Richard Doherty, an independent consumer-electronics analyst who visited Japanese stores in October, traced his initials in the dust on a box containing Microsoft Corp.s Xbox video-game machine.
When he returned 45 days later, the box and his initials were still there. "It was sad," Seaford, New York-based Doherty said.
Chief Executive Steve Ballmer and Chairman Bill Gates have unveiled tablet computers, watches, key chains and refrigerator magnets that remotely access data in the last four months.
Investors are concerned those products also may sit unsold on store shelves.
The new products may never boost sales the way Windows and Office programs did, investors and analysts said. Microsoft should be pickier, and use some of its more than US$40 billion in cash and securities to pay a dividend after the stock fell 22 percent last year, investors said.

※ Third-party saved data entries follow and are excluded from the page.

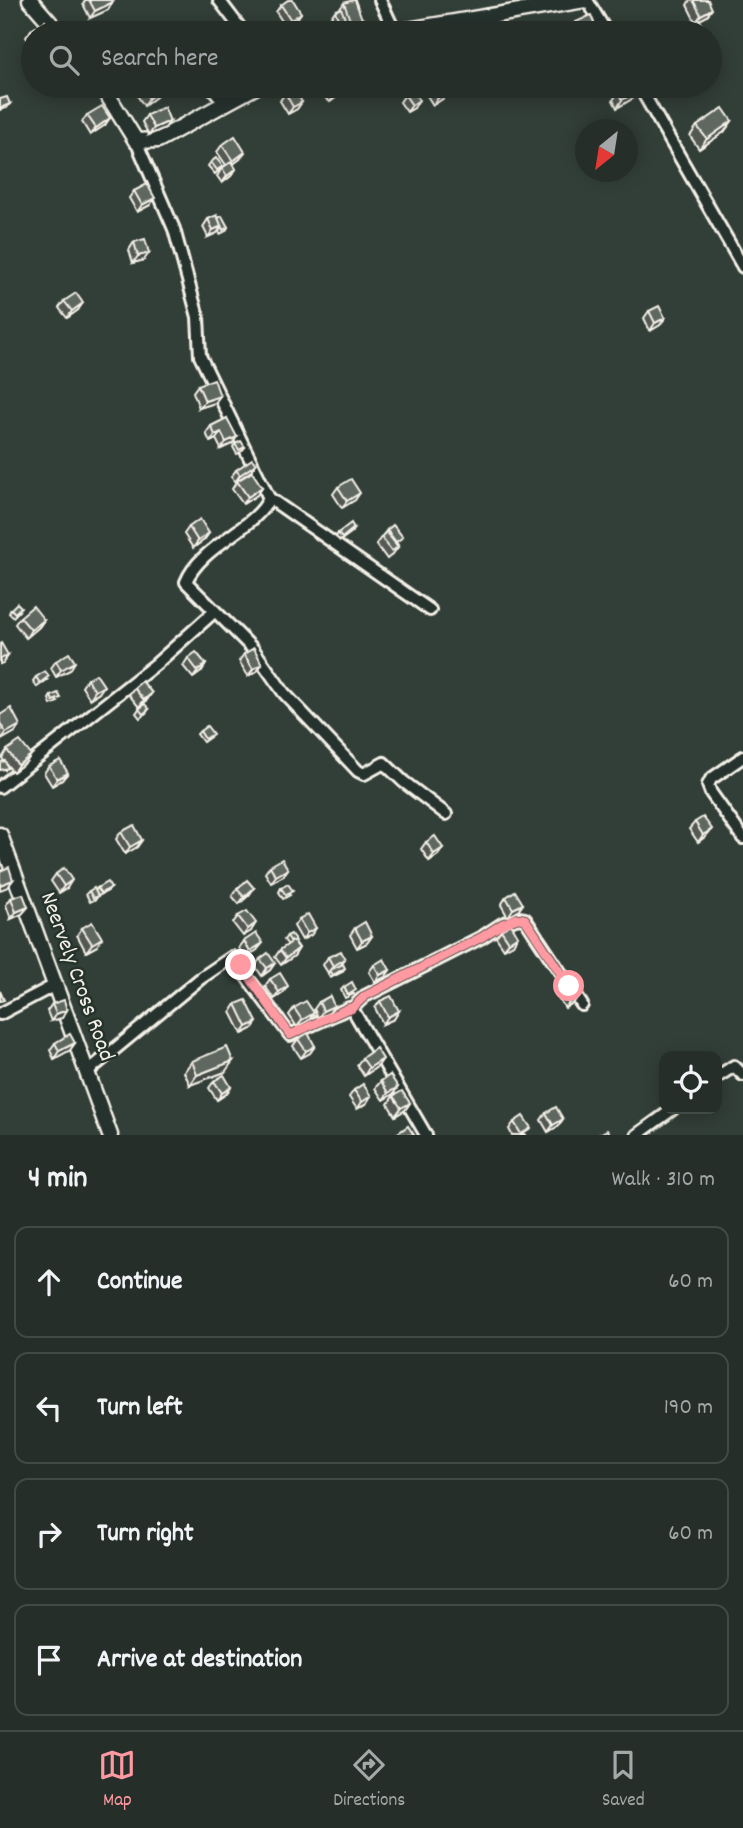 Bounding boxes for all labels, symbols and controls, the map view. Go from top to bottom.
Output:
search box [21,21,722,98]
icon: search [45,41,83,79]
text: Search here [101,41,219,78]
north arrow [575,119,638,182]
street label: Neervely Cross Road [30,888,122,1066]
route end [225,949,256,980]
route start [553,970,584,1001]
map controls [659,1051,722,1114]
button: locate [659,1051,722,1114]
text: 4 min [28,1159,87,1202]
text: Walk · 310 m [611,1164,715,1197]
icon: ahead [30,1263,68,1301]
text: Continue [97,1264,182,1301]
text: 60 m [668,1266,713,1299]
icon: left [30,1389,68,1427]
text: Turn left [97,1390,183,1427]
text: 190 m [664,1392,713,1425]
icon: right [30,1515,68,1553]
text: Turn right [97,1516,194,1553]
text: 60 m [668,1518,713,1551]
icon: arrive [30,1641,68,1679]
text: Arrive at destination [97,1642,302,1679]
tab: Map [98,1746,136,1815]
tab: Directions [333,1746,405,1815]
tab: Saved [602,1746,645,1815]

"I don't see how they can possibly use their cash to increase their growth rate," said Mark Herskovitz, a fund manager at Dreyfus Corp, which manages US$181 billion and owns 13.7 million Microsoft shares. "It's extremely difficult to start new businesses where you aren't the dominant player and sell enough to make a significant contribution."
Microsoft reported average annual revenue gains of 38 percent in the 1990s. In the year ended June 30, sales rose 12 percent. Microsoft will report today that revenue increased 11 percent in the fiscal second quarter ended Dec. 31, according to the average Thomson First Call analyst forecast.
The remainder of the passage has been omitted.